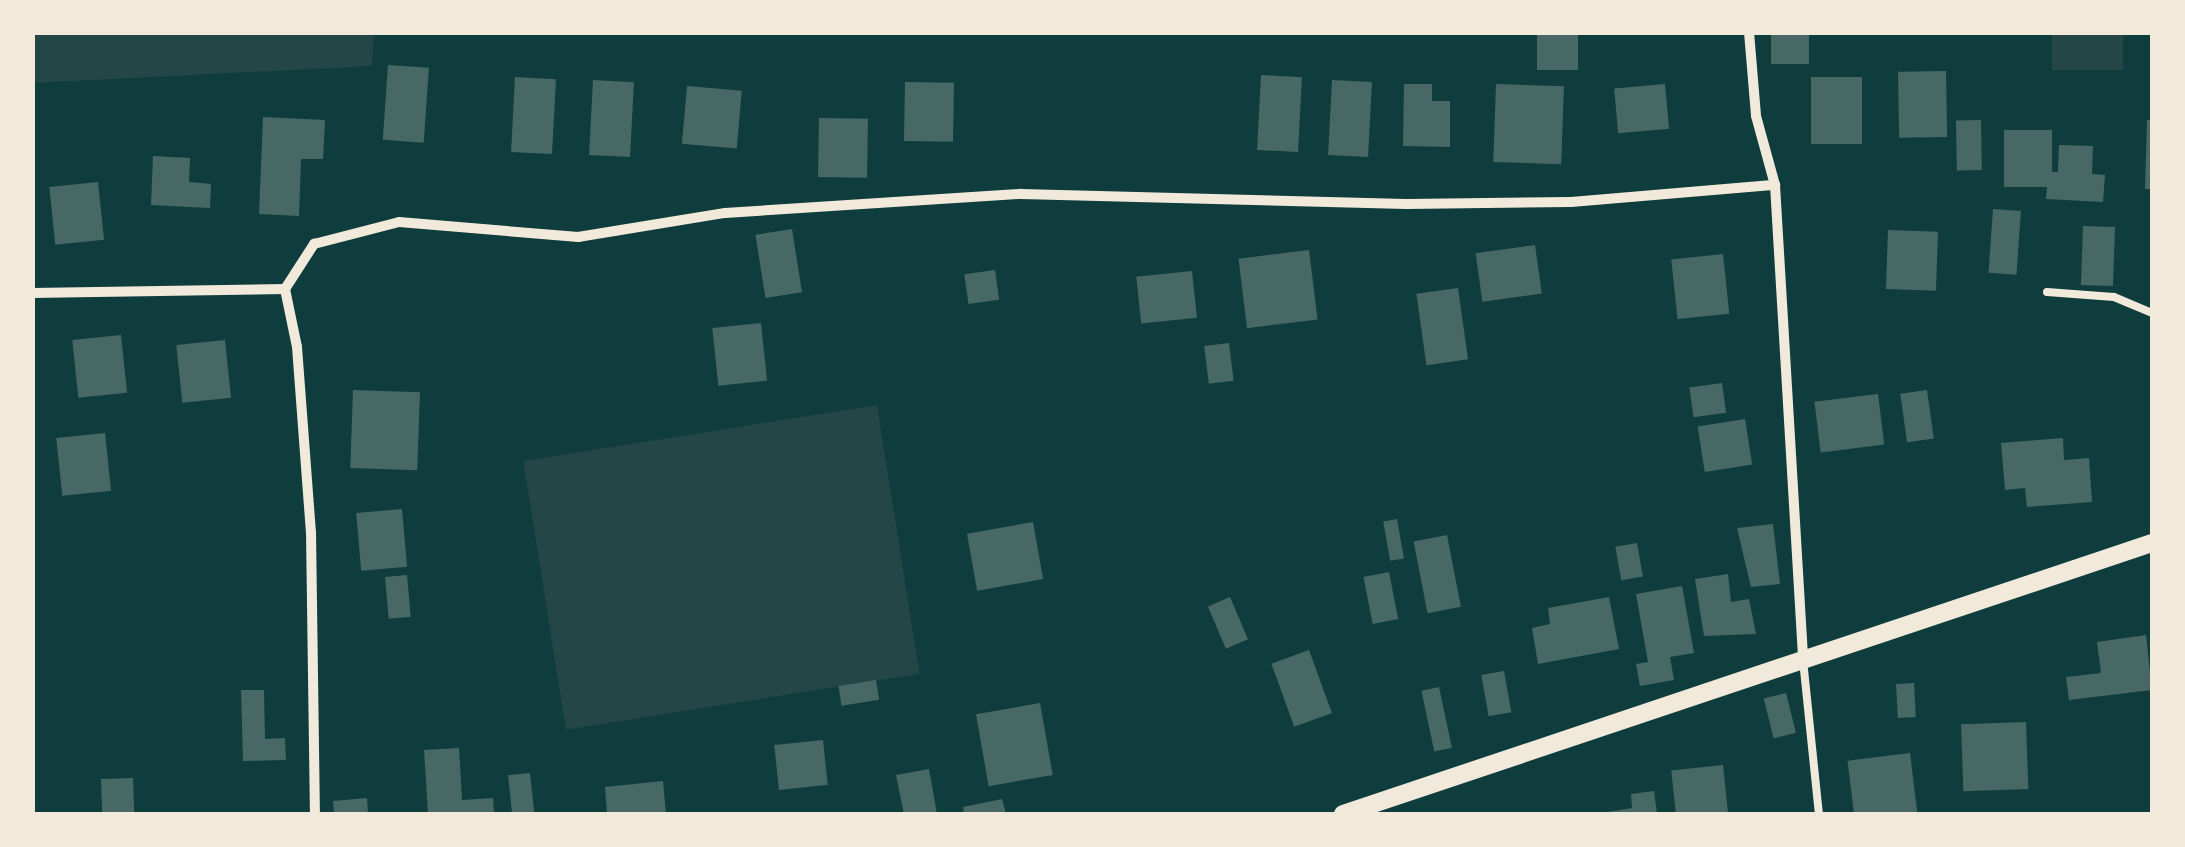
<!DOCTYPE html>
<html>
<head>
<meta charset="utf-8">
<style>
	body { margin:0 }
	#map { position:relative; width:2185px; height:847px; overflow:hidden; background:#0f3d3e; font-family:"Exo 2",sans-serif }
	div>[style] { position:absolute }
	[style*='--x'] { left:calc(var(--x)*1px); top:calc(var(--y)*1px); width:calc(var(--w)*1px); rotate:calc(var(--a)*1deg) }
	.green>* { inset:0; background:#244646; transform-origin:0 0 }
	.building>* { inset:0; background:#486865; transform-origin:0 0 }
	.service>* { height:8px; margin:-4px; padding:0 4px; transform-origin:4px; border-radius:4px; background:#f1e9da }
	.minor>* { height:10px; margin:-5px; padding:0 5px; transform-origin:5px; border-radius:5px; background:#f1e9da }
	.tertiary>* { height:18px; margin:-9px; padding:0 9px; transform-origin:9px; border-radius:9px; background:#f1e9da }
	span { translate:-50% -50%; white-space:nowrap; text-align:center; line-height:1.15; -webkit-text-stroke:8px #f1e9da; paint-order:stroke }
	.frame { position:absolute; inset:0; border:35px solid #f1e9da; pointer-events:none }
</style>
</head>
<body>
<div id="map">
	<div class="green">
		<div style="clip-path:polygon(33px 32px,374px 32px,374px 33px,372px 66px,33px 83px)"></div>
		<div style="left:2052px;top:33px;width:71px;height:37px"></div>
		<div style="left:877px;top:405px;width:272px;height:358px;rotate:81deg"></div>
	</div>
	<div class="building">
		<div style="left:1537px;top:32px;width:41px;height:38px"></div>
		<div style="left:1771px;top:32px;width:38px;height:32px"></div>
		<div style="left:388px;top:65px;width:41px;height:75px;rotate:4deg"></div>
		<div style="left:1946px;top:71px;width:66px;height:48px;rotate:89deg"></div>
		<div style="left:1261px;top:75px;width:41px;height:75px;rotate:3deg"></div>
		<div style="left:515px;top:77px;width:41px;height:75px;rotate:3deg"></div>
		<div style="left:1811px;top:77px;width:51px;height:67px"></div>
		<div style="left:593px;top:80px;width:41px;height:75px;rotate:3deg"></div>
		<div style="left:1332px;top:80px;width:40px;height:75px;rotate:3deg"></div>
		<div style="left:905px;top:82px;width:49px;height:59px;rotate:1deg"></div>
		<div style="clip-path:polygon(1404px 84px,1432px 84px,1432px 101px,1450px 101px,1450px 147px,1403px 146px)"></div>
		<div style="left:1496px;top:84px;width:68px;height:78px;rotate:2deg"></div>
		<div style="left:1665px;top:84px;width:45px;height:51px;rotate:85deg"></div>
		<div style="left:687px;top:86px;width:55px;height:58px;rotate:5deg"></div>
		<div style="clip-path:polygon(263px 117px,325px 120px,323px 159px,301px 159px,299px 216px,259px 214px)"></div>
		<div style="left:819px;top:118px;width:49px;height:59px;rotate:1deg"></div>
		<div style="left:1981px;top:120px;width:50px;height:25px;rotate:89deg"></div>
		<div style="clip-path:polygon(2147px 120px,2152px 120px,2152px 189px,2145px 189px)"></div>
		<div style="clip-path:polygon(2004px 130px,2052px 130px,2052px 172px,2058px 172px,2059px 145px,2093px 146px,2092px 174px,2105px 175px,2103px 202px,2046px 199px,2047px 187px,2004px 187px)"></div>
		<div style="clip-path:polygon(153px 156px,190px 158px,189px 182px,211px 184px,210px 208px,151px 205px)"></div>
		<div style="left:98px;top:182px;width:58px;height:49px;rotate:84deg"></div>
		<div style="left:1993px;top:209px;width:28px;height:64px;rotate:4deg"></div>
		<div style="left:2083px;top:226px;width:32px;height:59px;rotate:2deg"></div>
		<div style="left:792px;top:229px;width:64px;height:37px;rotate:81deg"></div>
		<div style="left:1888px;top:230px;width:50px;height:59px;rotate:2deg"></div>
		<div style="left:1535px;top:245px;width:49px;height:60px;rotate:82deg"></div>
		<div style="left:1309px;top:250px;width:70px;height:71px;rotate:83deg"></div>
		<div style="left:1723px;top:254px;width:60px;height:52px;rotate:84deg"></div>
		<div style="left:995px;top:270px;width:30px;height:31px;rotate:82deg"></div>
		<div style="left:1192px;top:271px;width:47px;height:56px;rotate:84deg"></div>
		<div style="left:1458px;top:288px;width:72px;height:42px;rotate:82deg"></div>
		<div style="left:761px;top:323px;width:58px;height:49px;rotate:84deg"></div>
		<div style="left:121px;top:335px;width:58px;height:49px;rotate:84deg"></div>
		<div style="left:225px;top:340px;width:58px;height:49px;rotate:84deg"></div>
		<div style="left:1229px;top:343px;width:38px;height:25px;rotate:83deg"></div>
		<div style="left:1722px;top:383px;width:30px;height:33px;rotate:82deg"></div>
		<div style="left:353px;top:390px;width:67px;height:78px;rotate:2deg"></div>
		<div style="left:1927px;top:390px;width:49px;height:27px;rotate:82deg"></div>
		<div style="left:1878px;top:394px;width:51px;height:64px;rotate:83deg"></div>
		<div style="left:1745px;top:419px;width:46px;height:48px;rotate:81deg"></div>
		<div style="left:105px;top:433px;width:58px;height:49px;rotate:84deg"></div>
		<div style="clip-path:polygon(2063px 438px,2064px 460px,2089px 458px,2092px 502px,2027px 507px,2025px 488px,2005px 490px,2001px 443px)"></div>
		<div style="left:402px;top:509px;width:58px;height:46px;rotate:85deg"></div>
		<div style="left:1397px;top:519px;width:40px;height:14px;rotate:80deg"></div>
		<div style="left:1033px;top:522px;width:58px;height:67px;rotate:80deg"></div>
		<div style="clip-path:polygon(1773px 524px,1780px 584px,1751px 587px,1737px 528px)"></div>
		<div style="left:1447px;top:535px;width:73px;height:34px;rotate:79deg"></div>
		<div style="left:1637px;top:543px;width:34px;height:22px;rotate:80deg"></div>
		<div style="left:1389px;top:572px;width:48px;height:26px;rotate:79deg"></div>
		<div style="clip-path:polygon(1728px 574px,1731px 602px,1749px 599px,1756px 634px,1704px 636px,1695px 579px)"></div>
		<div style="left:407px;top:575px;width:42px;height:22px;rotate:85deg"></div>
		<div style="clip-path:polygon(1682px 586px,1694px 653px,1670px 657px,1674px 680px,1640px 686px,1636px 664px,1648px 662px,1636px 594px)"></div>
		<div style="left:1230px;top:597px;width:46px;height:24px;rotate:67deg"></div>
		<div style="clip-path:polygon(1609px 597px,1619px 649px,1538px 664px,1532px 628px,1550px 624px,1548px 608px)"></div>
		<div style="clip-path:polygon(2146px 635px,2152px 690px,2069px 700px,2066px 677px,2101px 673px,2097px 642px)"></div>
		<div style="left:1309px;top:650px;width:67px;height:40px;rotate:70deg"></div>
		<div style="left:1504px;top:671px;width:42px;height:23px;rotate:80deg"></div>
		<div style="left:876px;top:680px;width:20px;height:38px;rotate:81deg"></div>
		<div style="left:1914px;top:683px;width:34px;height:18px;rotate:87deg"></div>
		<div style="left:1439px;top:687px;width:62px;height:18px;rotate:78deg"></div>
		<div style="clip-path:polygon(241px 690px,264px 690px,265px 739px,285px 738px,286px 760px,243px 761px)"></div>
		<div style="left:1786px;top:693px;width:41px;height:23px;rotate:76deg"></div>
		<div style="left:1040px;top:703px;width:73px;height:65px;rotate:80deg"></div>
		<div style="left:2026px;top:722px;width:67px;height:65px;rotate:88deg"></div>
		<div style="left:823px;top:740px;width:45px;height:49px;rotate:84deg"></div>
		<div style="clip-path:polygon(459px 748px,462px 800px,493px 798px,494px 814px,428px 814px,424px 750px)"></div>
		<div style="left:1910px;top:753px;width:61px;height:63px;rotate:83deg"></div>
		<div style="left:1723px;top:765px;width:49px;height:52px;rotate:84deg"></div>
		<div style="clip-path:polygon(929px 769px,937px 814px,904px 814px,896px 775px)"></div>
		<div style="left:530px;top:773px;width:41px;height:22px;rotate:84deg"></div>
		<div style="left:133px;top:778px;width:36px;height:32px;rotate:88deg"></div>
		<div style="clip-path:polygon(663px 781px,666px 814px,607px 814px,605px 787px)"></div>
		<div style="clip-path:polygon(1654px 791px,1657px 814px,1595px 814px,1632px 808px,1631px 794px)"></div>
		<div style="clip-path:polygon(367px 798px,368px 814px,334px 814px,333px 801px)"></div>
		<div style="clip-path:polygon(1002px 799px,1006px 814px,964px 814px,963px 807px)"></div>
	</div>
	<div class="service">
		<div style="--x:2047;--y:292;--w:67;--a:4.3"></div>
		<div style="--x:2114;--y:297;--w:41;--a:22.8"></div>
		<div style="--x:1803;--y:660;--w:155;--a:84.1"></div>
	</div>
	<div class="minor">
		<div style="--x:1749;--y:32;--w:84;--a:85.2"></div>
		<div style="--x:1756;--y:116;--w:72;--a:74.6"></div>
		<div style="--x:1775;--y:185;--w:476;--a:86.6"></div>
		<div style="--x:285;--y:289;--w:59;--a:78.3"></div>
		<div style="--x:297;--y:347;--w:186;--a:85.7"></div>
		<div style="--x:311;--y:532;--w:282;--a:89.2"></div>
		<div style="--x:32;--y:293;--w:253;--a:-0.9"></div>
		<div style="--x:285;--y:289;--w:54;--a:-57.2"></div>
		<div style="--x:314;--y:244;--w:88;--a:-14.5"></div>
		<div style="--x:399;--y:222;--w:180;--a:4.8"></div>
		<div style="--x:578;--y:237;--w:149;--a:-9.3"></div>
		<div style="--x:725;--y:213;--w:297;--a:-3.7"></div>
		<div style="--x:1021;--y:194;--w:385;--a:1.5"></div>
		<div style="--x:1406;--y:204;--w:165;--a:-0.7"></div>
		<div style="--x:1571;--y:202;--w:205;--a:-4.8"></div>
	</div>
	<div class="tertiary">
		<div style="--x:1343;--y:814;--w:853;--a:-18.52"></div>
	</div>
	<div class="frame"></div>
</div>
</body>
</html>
# # # # #
Goal of the exercise: Wherever the string "class" occurs in the entries, copy that whole line.

Answer to this task:
	<div class="green">
	<div class="building">
	<div class="service">
	<div class="minor">
	<div class="tertiary">
	<div class="frame"></div>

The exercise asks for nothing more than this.